What is required: Repeat the data that follows verbatim. Images are not part of the copy.

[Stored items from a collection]
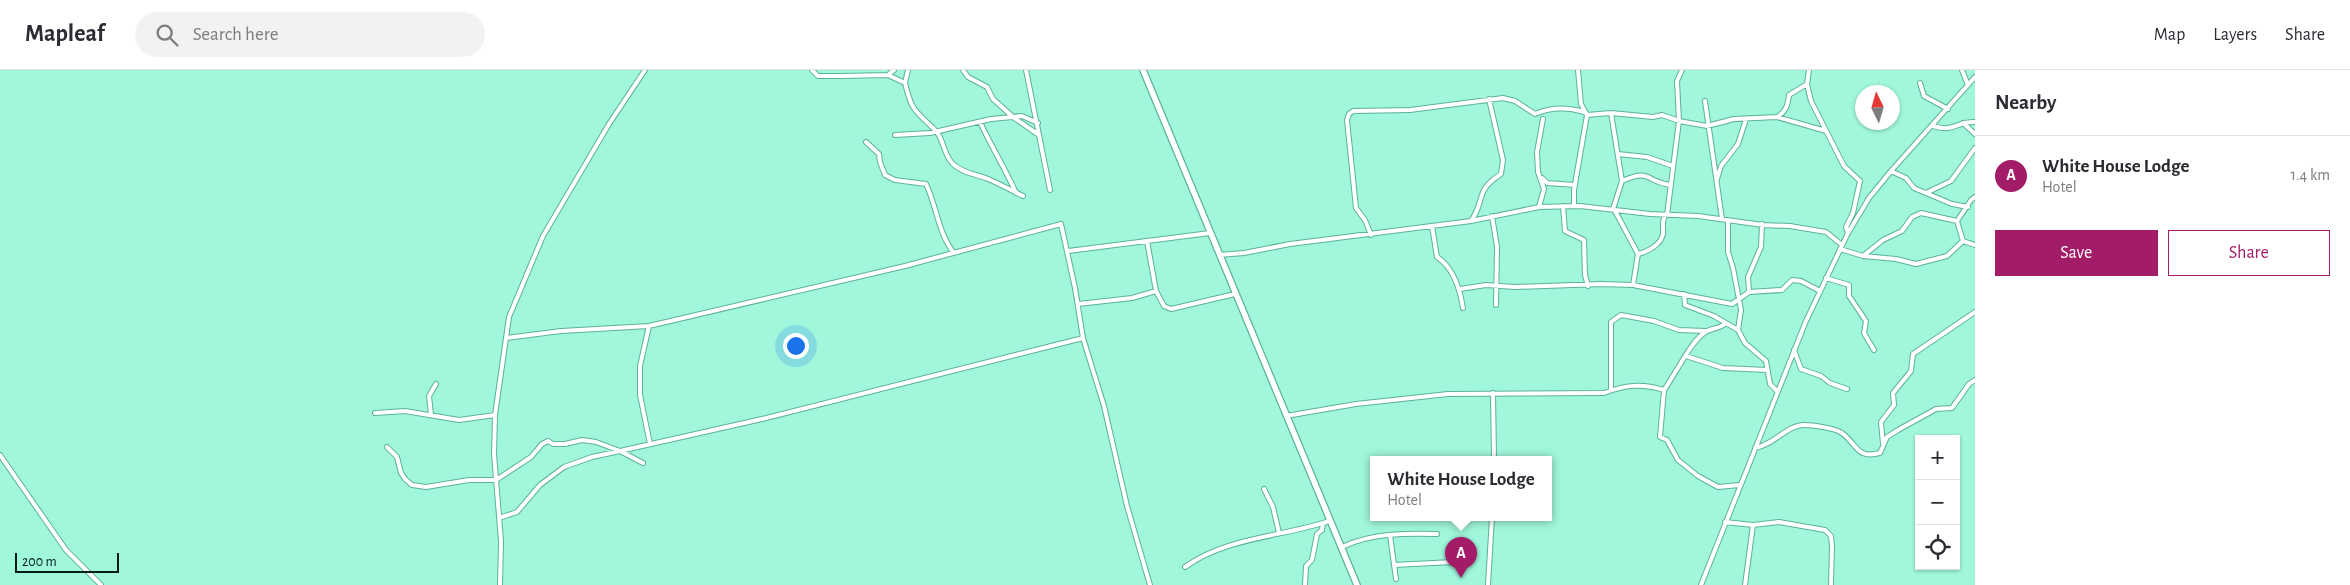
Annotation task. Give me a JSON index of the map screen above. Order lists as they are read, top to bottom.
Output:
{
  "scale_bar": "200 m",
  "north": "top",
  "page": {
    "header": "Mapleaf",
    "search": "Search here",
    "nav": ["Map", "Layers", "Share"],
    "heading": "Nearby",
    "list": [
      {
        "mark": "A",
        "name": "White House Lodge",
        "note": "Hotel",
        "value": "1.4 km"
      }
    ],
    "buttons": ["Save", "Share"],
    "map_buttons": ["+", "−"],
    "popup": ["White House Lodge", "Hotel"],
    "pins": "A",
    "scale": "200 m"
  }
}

Task answer:
Annotation task. Give me a JSON index of the map screen above. Order lists as they are read, top to bottom.
Output:
{
  "scale_bar": "200 m",
  "north": "top",
  "page": {
    "header": "Mapleaf",
    "search": "Search here",
    "nav": ["Map", "Layers", "Share"],
    "heading": "Nearby",
    "list": [
      {
        "mark": "A",
        "name": "White House Lodge",
        "note": "Hotel",
        "value": "1.4 km"
      }
    ],
    "buttons": ["Save", "Share"],
    "map_buttons": ["+", "−"],
    "popup": ["White House Lodge", "Hotel"],
    "pins": "A",
    "scale": "200 m"
  }
}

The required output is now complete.